**Items from a dataset**

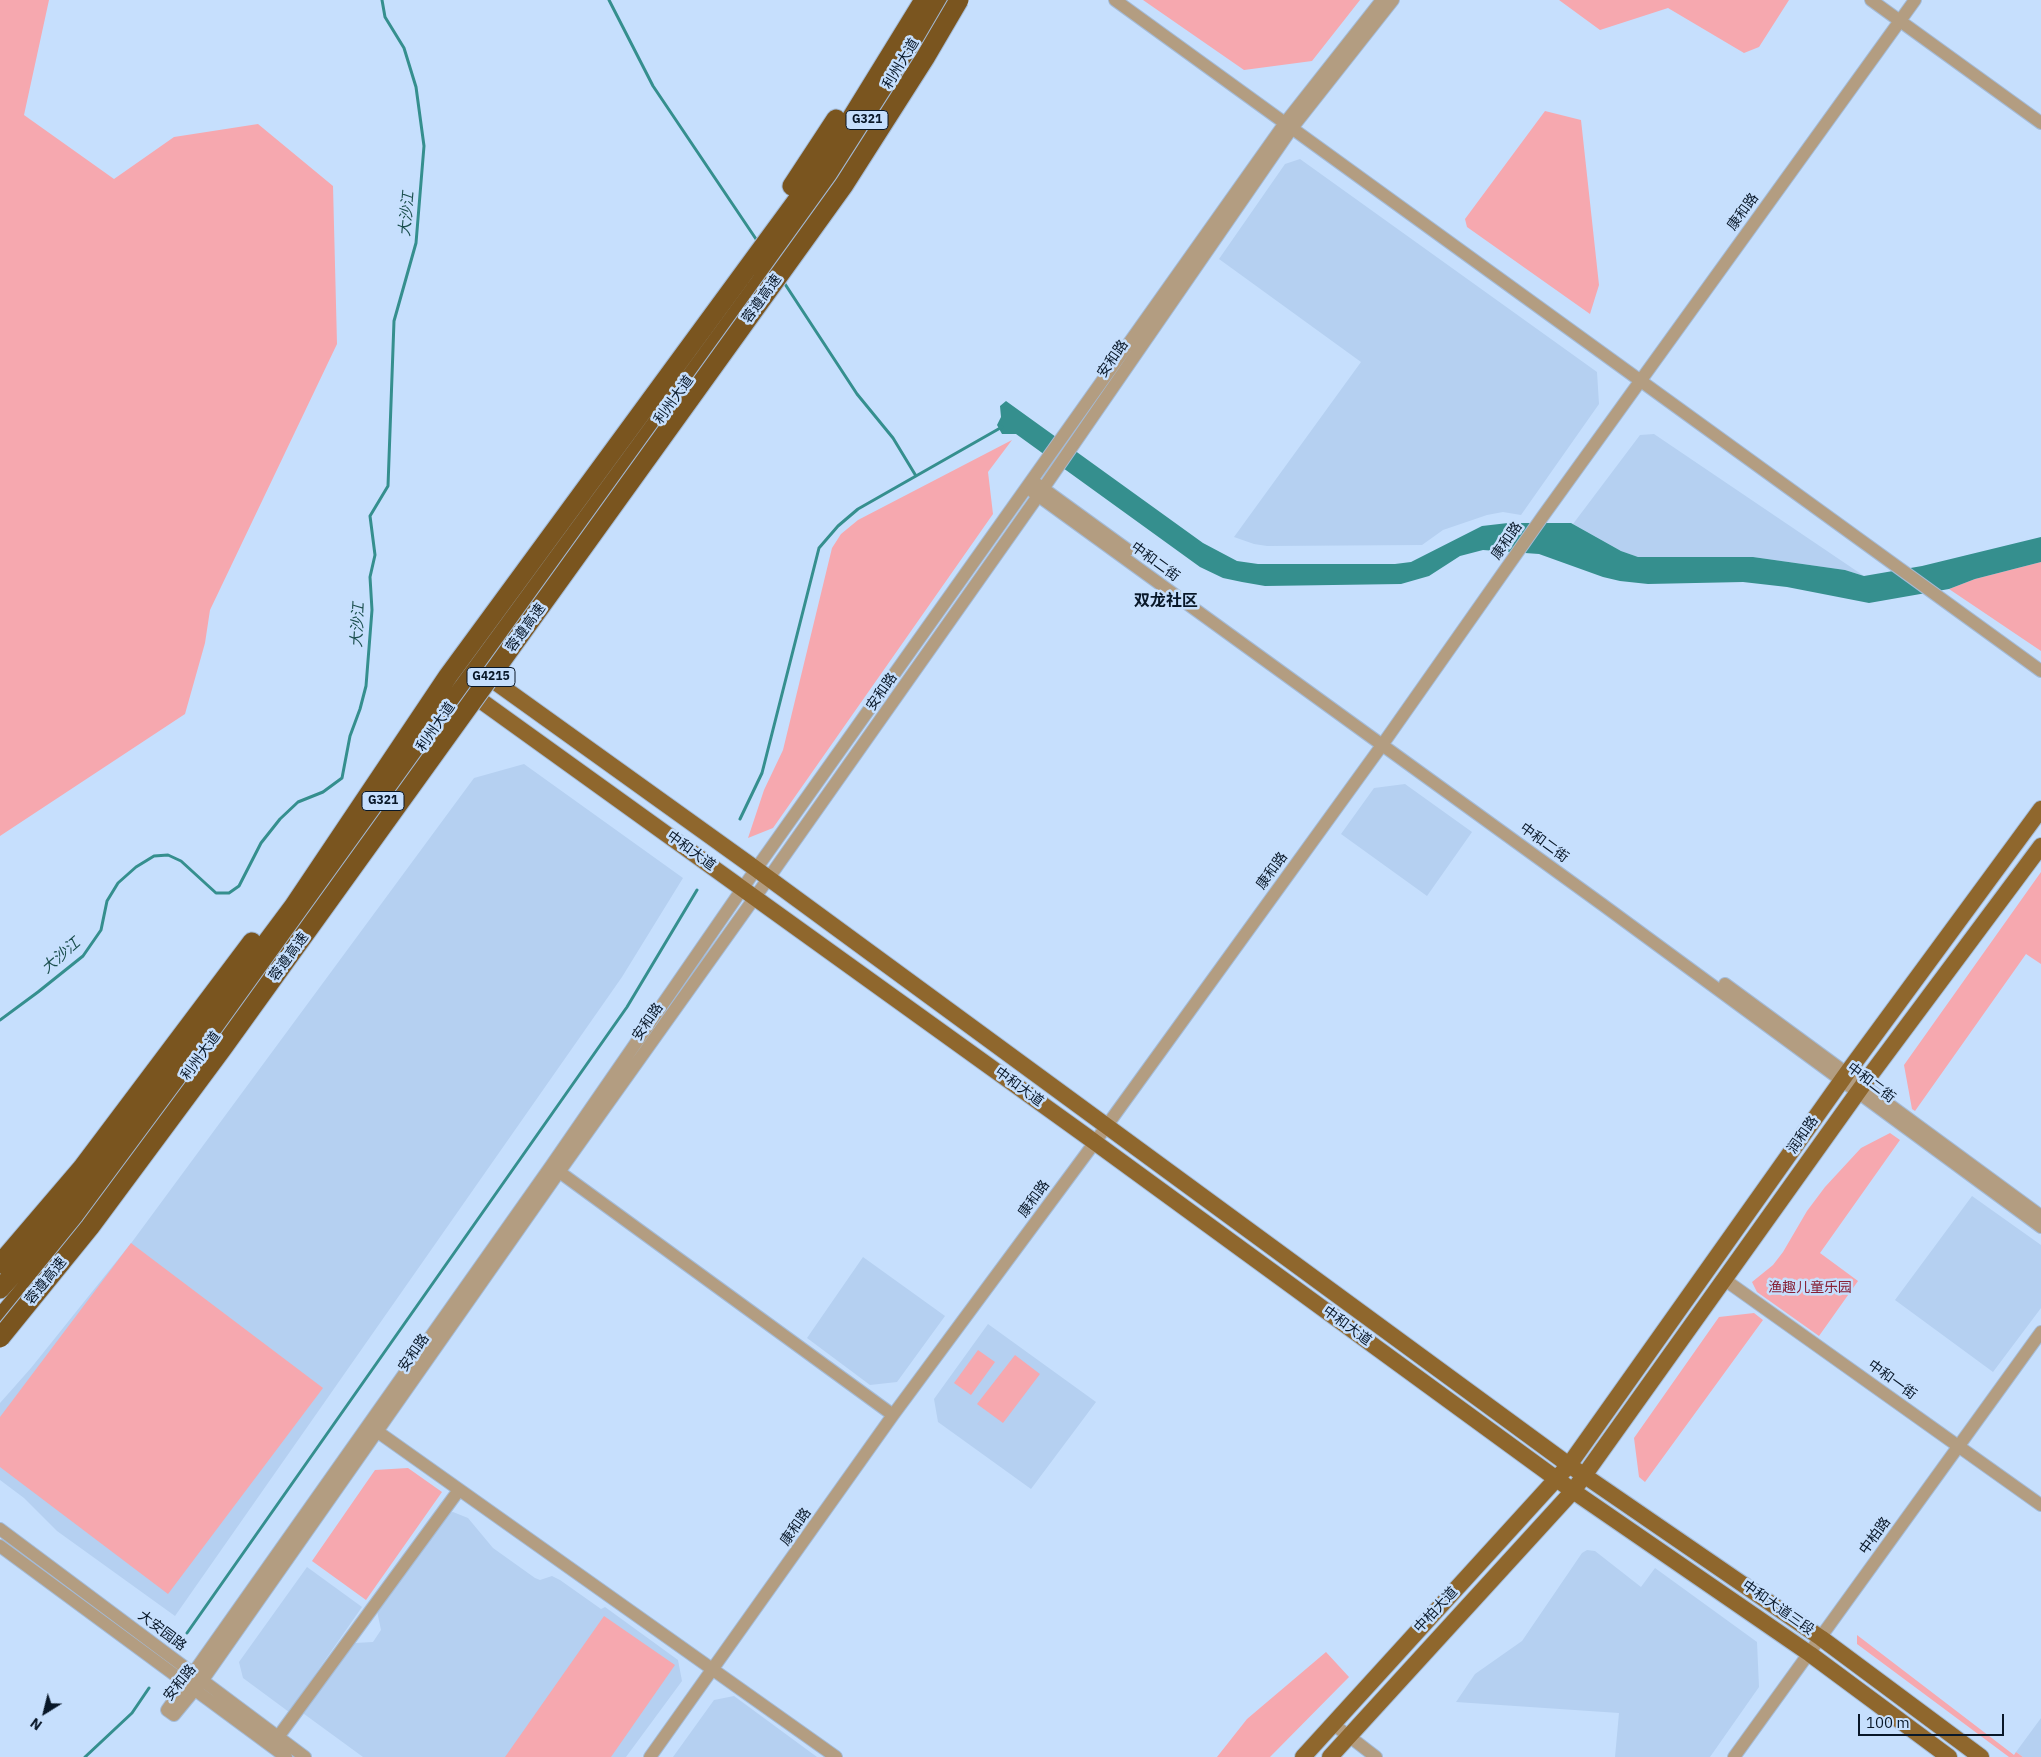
<!DOCTYPE html>
<html>
<head>
<meta charset="utf-8">
<style>
	body { margin:0 }
	#map { position:relative; width:2041px; height:1757px; overflow:hidden; background:#c6dffd; font-family:"IBM Plex Sans",sans-serif }
	canvas { display:block }
	.north { position:absolute; left:20px; top:1687px; width:50px; height:50px; -webkit-text-stroke:4px #c6dffd; paint-order:stroke; rotate:216deg; font-size:14px; font-weight:700; line-height:20px; text-align:center; color:#081728 }
	.north::after { content:''; display:block; margin:auto; width:18px; height:22px; background:#081728; clip-path:polygon(50% 0,100% 100%,50% 72%,0 100%) }
	.scale { position:absolute; left:1858px; top:1714px; width:146px; height:22px; box-sizing:border-box; border:2px solid #081728; border-top:0; padding-left:6px; font-size:15px; line-height:18px; white-space:nowrap; color:#081728; -webkit-text-stroke:4px #c6dffd; paint-order:stroke }
</style>
</head>
<body>
<div id="map">
<canvas width="2041" height="1757"></canvas>
<div class="north">N</div>
<div class="scale">100 m</div>
</div>
<script>
const ctx = document.querySelector('canvas').getContext('2d');
ctx.lineJoin = 'round';
function fillPath(path, color) {
  ctx.fillStyle = color;
  ctx.fill(path, 'evenodd');
}
function shape(rows) {
  const path = new Path2D();
  for (const r of rows) {
    path.moveTo(r[0], r[1]);
    for (let i = 2; i < r.length; i += 2) path.lineTo(r[i], r[i + 1]);
  }
  return path;
}
function stroke(path, color, width, dash) {
  ctx.strokeStyle = color;
  ctx.lineWidth = width;
  ctx.lineCap = dash ? 'butt' : 'round';
  ctx.setLineDash(dash || []);
  ctx.stroke(path);
}
function write(font, color, halo, rows, align = 'center') {
  ctx.font = font + ' "IBM Plex Sans","Noto Sans SC",sans-serif';
  ctx.lineWidth = 5;
  ctx.setLineDash([]);
  ctx.textBaseline = 'middle';
  ctx.strokeStyle = halo;
  ctx.fillStyle = color;
  for (const [text, x, y, turn = 0] of rows) {
    ctx.save();
    ctx.translate(x, y);
    ctx.rotate((+turn || 0) * Math.PI / 180);
    ctx.textAlign = isNaN(turn) ? turn : align;
    if (halo) ctx.strokeText(text, 0, 0);
    ctx.fillText(text, 0, 0);
    ctx.restore();
  }
}
const built = shape([
	[1300,159,1597,372,1599,404,1521,515,1503,512,1487,515,1443,530,1422,545,1267,546,1254,544,1234,537,1361,362,1219,259,1285,164],
	[1654,434,1864,576,1845,570,1753,557,1638,557,1621,551,1573,524,1640,435],
	[524,764,683,878,622,977,175,1616,57,1531,24,1498,0,1480,0,1403,31,1368,132,1242,474,778],
	[1405,784,1472,832,1427,896,1341,834,1374,788],
	[1972,1196,2041,1245,2041,1308,1993,1372,1895,1300],
	[863,1257,945,1316,897,1382,870,1385,807,1338],
	[988,1324,1096,1402,1031,1489,938,1422,934,1399],
	[453,1512,468,1518,493,1548,535,1578,540,1580,552,1576,560,1580,601,1609,605,1607,678,1660,682,1681,626,1757,363,1757,300,1711,349,1648,355,1643,373,1642,381,1630,377,1611,447,1513],
	[1587,1550,1595,1551,1641,1587,1655,1568,1757,1642,1759,1687,1710,1757,1615,1757,1619,1713,1456,1702,1475,1674,1522,1641,1582,1553],
	[307,1567,362,1607,289,1712,243,1678,239,1662],
	[734,1696,817,1757,673,1757,714,1700],
	[2041,1718,2041,1757,2023,1757,2016,1752]
]);
const green = shape([
	[0,0,49,0,24,115,114,179,174,137,258,124,333,186,337,344,210,610,205,643,185,714,0,836],
	[1143,0,1360,0,1312,61,1244,70],
	[1559,0,1789,0,1759,47,1744,53,1668,8,1600,30],
	[1545,111,1581,120,1599,285,1590,314,1467,227,1465,219],
	[1012,440,988,472,993,514,773,828,748,838,764,790,783,750,832,548,841,534,858,520],
	[2041,562,2041,651,1949,589,1975,579],
	[2041,872,2041,964,2026,954,1915,1111,1912,1109,1904,1065],
	[1890,1133,1900,1140,1820,1253,1858,1281,1819,1336,1757,1292,1752,1282,1773,1265,1783,1252,1807,1211,1825,1187,1861,1148],
	[131,1243,323,1388,168,1594,0,1467,0,1417],
	[1754,1313,1763,1320,1645,1482,1639,1477,1634,1438,1719,1317],
	[978,1350,995,1362,971,1395,954,1383],
	[1015,1355,1040,1374,1003,1423,977,1404],
	[408,1468,442,1492,366,1600,312,1561,375,1470],
	[604,1616,675,1665,611,1757,505,1757],
	[1857,1635,2014,1755,2016,1752,2023,1757,2009,1757,1857,1644],
	[1326,1652,1349,1677,1270,1757,1217,1757,1247,1719]
]);
const water = shape([
	[1006,401,1203,543,1237,561,1258,564,1395,564,1411,562,1482,526,1508,523,1571,523,1621,551,1638,557,1753,557,1845,570,1864,576,1922,566,2041,537,2041,562,1975,579,1949,589,1869,603,1787,587,1743,582,1648,584,1620,581,1603,577,1539,554,1483,550,1460,556,1429,576,1401,584,1265,586,1242,582,1223,578,1200,567,1016,434,1002,434,997,425,1001,417,1000,406]
]);
const stream = shape([
	[609,0,653,86,758,242],
	[783,281,857,394,893,438,916,476],
	[740,819,762,773,819,548,838,526,858,509,1002,427],
	[0,1020,38,992,83,956,101,930,107,901,118,883,136,867,154,856,168,855,181,861,216,893,229,893,239,886,261,843,280,819,298,802,323,792,342,778,350,736,360,709,366,686,372,610,370,577,375,555,370,516,388,486,394,321,416,243,424,146,416,87,404,48,385,17,382,0],
	[187,1633,627,1007,697,890],
	[85,1757,132,1713,149,1688]
]);
const minor = shape([
	[1115,0,2041,671],
	[1382,0,1285,123,756,869,551,1166,167,1710,174,1715,202,1681,559,1172,768,879,1038,496,1292,128,1393,0],
	[1871,0,2041,123],
	[1037,484,1128,550],
	[1033,492,1603,905,2041,1227],
	[1725,984,2041,1216],
	[554,1168,893,1415],
	[1725,1280,2041,1505],
	[371,1427,836,1757],
	[0,1529,305,1757],
	[0,1546,286,1757],
	[1333,1724,1376,1757],
	[278,1737,459,1490],
	[650,1757,893,1415,1095,1142,1380,748,1543,516,1915,0],
	[1734,1757,2041,1332]
]);
const major = shape([
	[480,671,756,869,1569,1465,1821,1638,1981,1757],
	[466,690,1089,1138,1573,1491,1810,1654,1949,1757],
	[1303,1757,1569,1465,1847,1073,2041,809],
	[1330,1757,1573,1491,1863,1085,2041,846]
]);
const highway = shape([
	[792,186,836,119],
	[0,1264,82,1168,252,942],
	[0,1289,49,1234,293,907,448,676,820,169,924,0],
	[0,1319,56,1253,97,1199,279,950,463,688,762,280,832,178,940,0]
]);
const highwayBridge = shape([
	[0,1338,90,1227,222,1049,844,185,925,58,959,0]
]);
const shields = [
	[867,120,42],
	[491,677,48],
	[383,801,42]
];
const shieldNames = [
	["G321",867,120],
	["G4215",491,677],
	["G321",383,801]
];
const streetNames = [
	["利州大道",901,64,-59],
	["康和路",1743,212,-54],
	["蓉遵高速",762,299,-54],
	["安和路",1113,359,-55],
	["利州大道",674,400,-54],
	["康和路",1507,541,-55],
	["中和二街",1155,562,36],
	["蓉遵高速",526,628,-54],
	["安和路",882,692,-55],
	["利州大道",436,727,-55],
	["中和二街",1544,843,36],
	["中和大道",691,851,36],
	["康和路",1272,871,-54],
	["蓉遵高速",289,957,-54],
	["安和路",648,1022,-55],
	["利州大道",201,1056,-54],
	["中和二街",1871,1083,37],
	["中和大道",1019,1087,36],
	["润和路",1803,1135,-55],
	["康和路",1034,1199,-54],
	["蓉遵高速",46,1281,-51],
	["中和大道",1347,1326,36],
	["安和路",414,1353,-55],
	["中和一街",1892,1380,36],
	["康和路",796,1527,-55],
	["中柏路",1875,1536,-54],
	["中和大道三段",1778,1608,35],
	["中柏大道",1436,1610,-47],
	["大安园路",162,1631,37],
	["安和路",180,1683,-51]
];
const parkNames = [
	["渔趣儿童乐园",1810,1288]
];
const waterNames = [
	["大沙江",407,214,-85],
	["大沙江",358,625,-87],
	["大沙江",61,956,-41]
];
const quarterNames = [
	["双龙社区",1166,601]
];
fillPath(built, '#b5d0f1');
fillPath(green, '#f6a8af');
fillPath(water, '#358f8e');
stroke(stream, '#358f8e', 3);
stroke(minor, '#a4bbd7', 14);
stroke(major, '#a4bbd7', 18);
stroke(highway, '#a4bbd7', 21);
stroke(minor, '#b39d81', 12);
stroke(major, '#8f672d', 16);
stroke(highway, '#7a551f', 19);
stroke(highwayBridge, '#a4bbd7', 21, []);
stroke(highwayBridge, '#7a551f', 19);
for (const [x, y, w] of shields) {
  const box = new Path2D();
  box.roundRect(x - w / 2, y - 9.5, w, 19, 4);
  ctx.fillStyle = '#c6dffd';
  ctx.fill(box);
  stroke(box, '#081728', 1);
}
write('bold 12px', '#081728', null, shieldNames);
write('14px', '#081728', '#c6dffd', streetNames);
write('14px', '#862036', '#c6dffd', parkNames);
write('italic 15px', '#1a4e4d', '#c6dffd', waterNames);
write('bold 16px', '#081728', '#c6dffd', quarterNames);
</script>
</body>
</html>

**WHAT YOU HAVE TO DO**
Could you copy every line from the records that has "strokeStyle" in it?

**TASK RESPONSE**
  ctx.strokeStyle = color;
  ctx.strokeStyle = halo;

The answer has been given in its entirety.